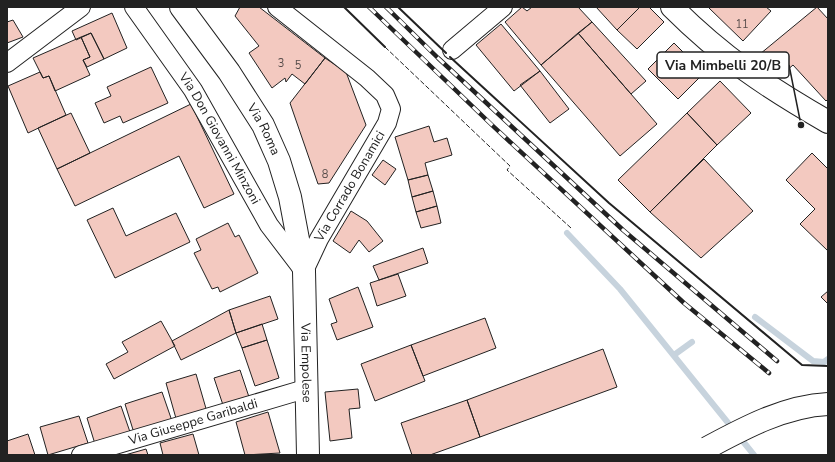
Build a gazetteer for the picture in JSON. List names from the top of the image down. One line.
{"streets":{"main road":["Via Roma","Via Empolese"],"street":["Via Don Giovanni Minzoni","Via Corrado Bonamici","Via Giuseppe Garibaldi"]},"crossings":[["Via Roma","Via Don Giovanni Minzoni"],["Via Roma","Via Corrado Bonamici"],["Via Roma","Via Empolese"],["Via Don Giovanni Minzoni","Via Corrado Bonamici"],["Via Don Giovanni Minzoni","Via Empolese"],["Via Corrado Bonamici","Via Empolese"],["Via Empolese","Via Giuseppe Garibaldi"]],"places":["Via Mimbelli 20/B"],"house_numbers":["11","3","5","8"]}
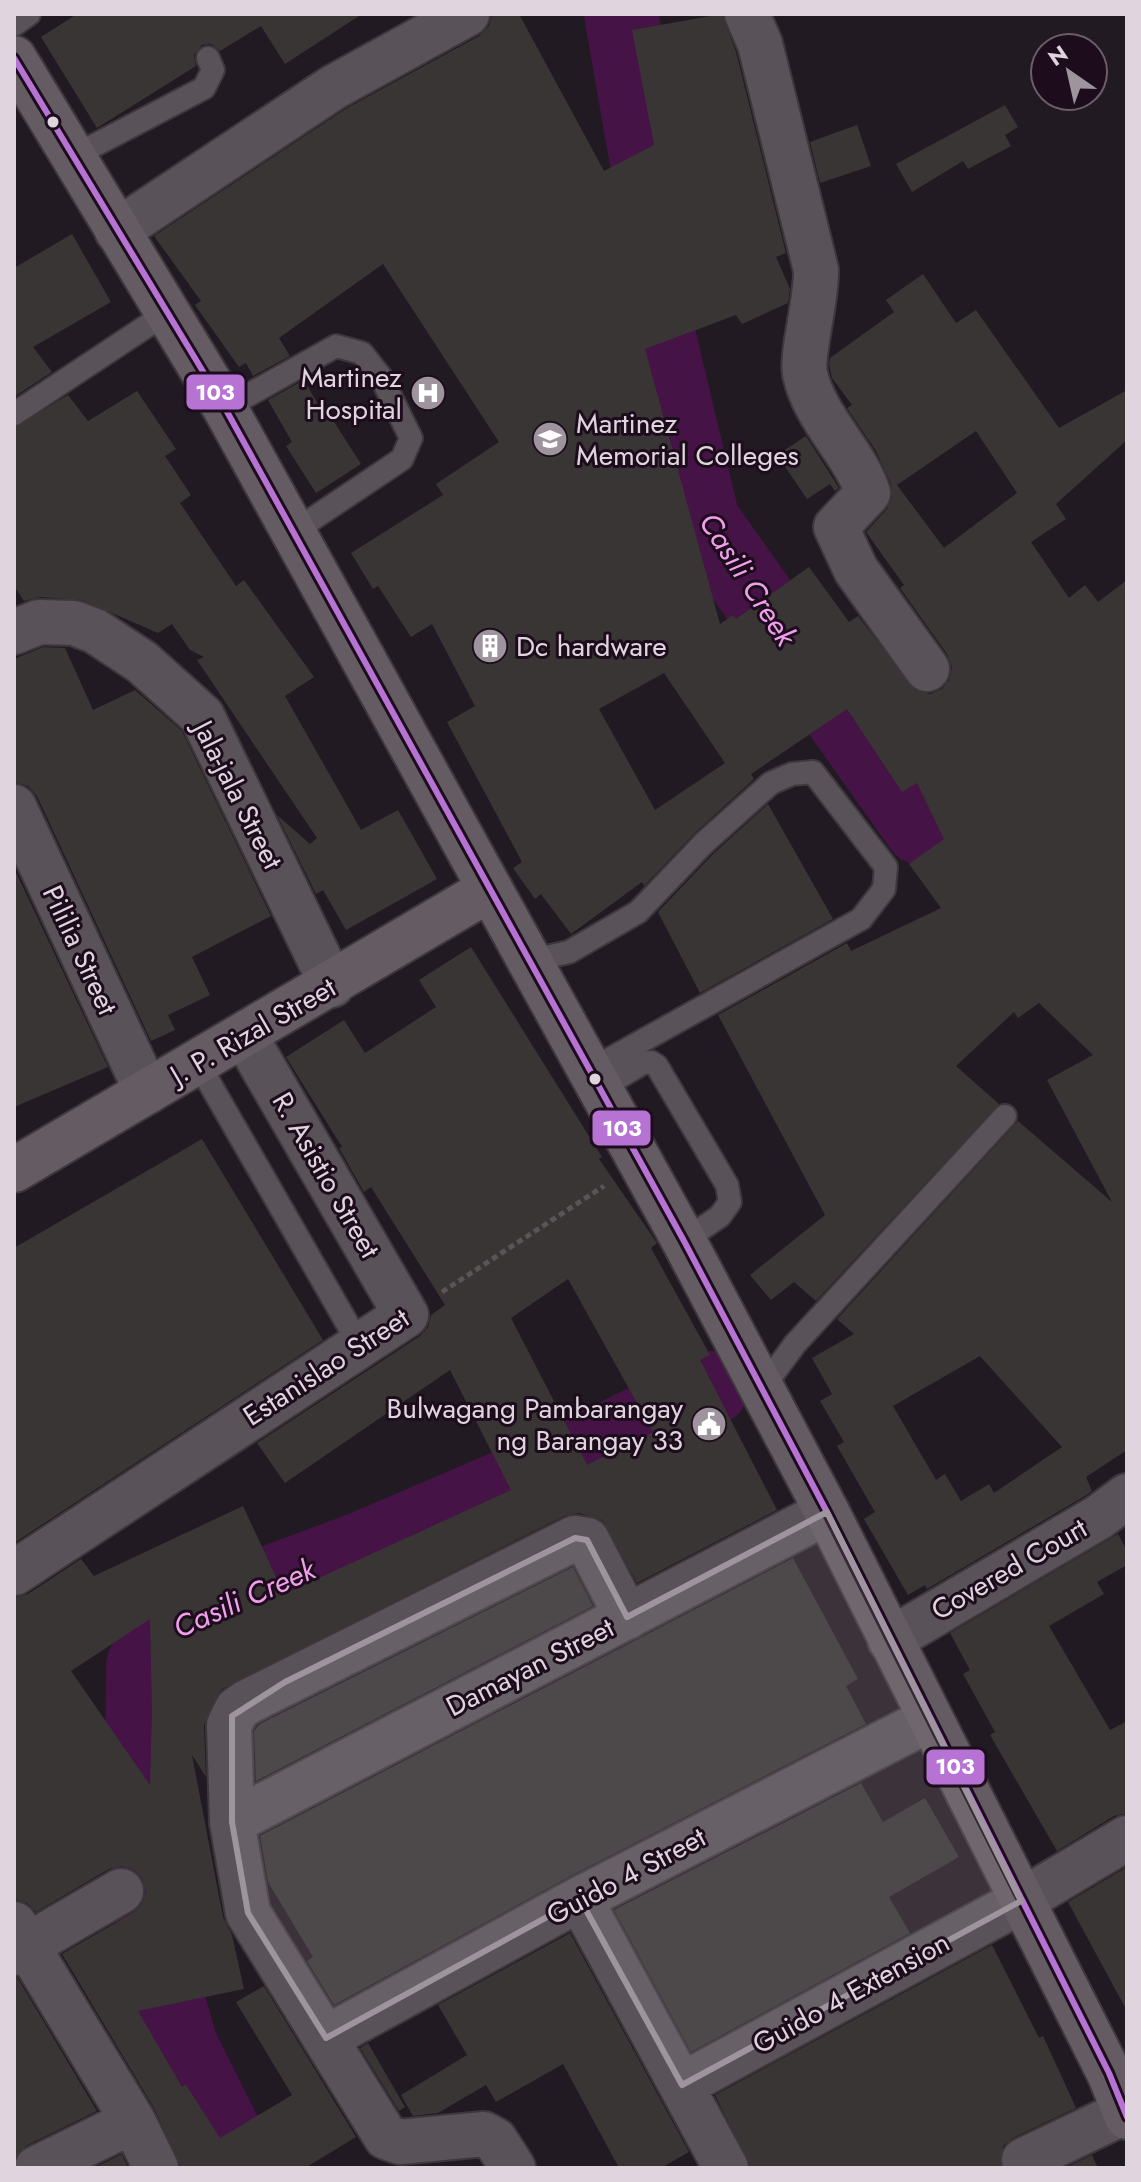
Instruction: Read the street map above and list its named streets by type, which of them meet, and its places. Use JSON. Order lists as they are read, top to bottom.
{
  "streets": {
    "main road": ["J. P. Rizal Street"],
    "street": [
      "Jala-jala Street",
      "Pililia Street",
      "R. Asistio Street",
      "Estanislao Street",
      "Covered Court",
      "Damayan Street",
      "Guido 4 Street",
      "Guido 4 Extension"
    ]
  },
  "crossings": [
    ["Jala-jala Street", "J. P. Rizal Street"],
    ["Pililia Street", "J. P. Rizal Street"],
    ["J. P. Rizal Street", "R. Asistio Street"],
    ["R. Asistio Street", "Estanislao Street"]
  ],
  "water": ["Casili Creek"],
  "places": {
    "hospital": ["Martinez Hospital"],
    "school or university": ["Martinez Memorial Colleges"],
    "building": ["Dc hardware"],
    "public building": ["Bulwagang Pambarangay ng Barangay 33"]
  },
  "lines": ["transit line 103"],
  "north": "top left"
}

□ □ □

The line containing "Instruction: Read the" marks where to begin; the last line of the records marks where to stop. Copy both and all between, exactly.

Instruction: Read the street map above and list its named streets by type, which of them meet, and its places. Use JSON. Order lists as they are read, top to bottom.
{
  "streets": {
    "main road": ["J. P. Rizal Street"],
    "street": [
      "Jala-jala Street",
      "Pililia Street",
      "R. Asistio Street",
      "Estanislao Street",
      "Covered Court",
      "Damayan Street",
      "Guido 4 Street",
      "Guido 4 Extension"
    ]
  },
  "crossings": [
    ["Jala-jala Street", "J. P. Rizal Street"],
    ["Pililia Street", "J. P. Rizal Street"],
    ["J. P. Rizal Street", "R. Asistio Street"],
    ["R. Asistio Street", "Estanislao Street"]
  ],
  "water": ["Casili Creek"],
  "places": {
    "hospital": ["Martinez Hospital"],
    "school or university": ["Martinez Memorial Colleges"],
    "building": ["Dc hardware"],
    "public building": ["Bulwagang Pambarangay ng Barangay 33"]
  },
  "lines": ["transit line 103"],
  "north": "top left"
}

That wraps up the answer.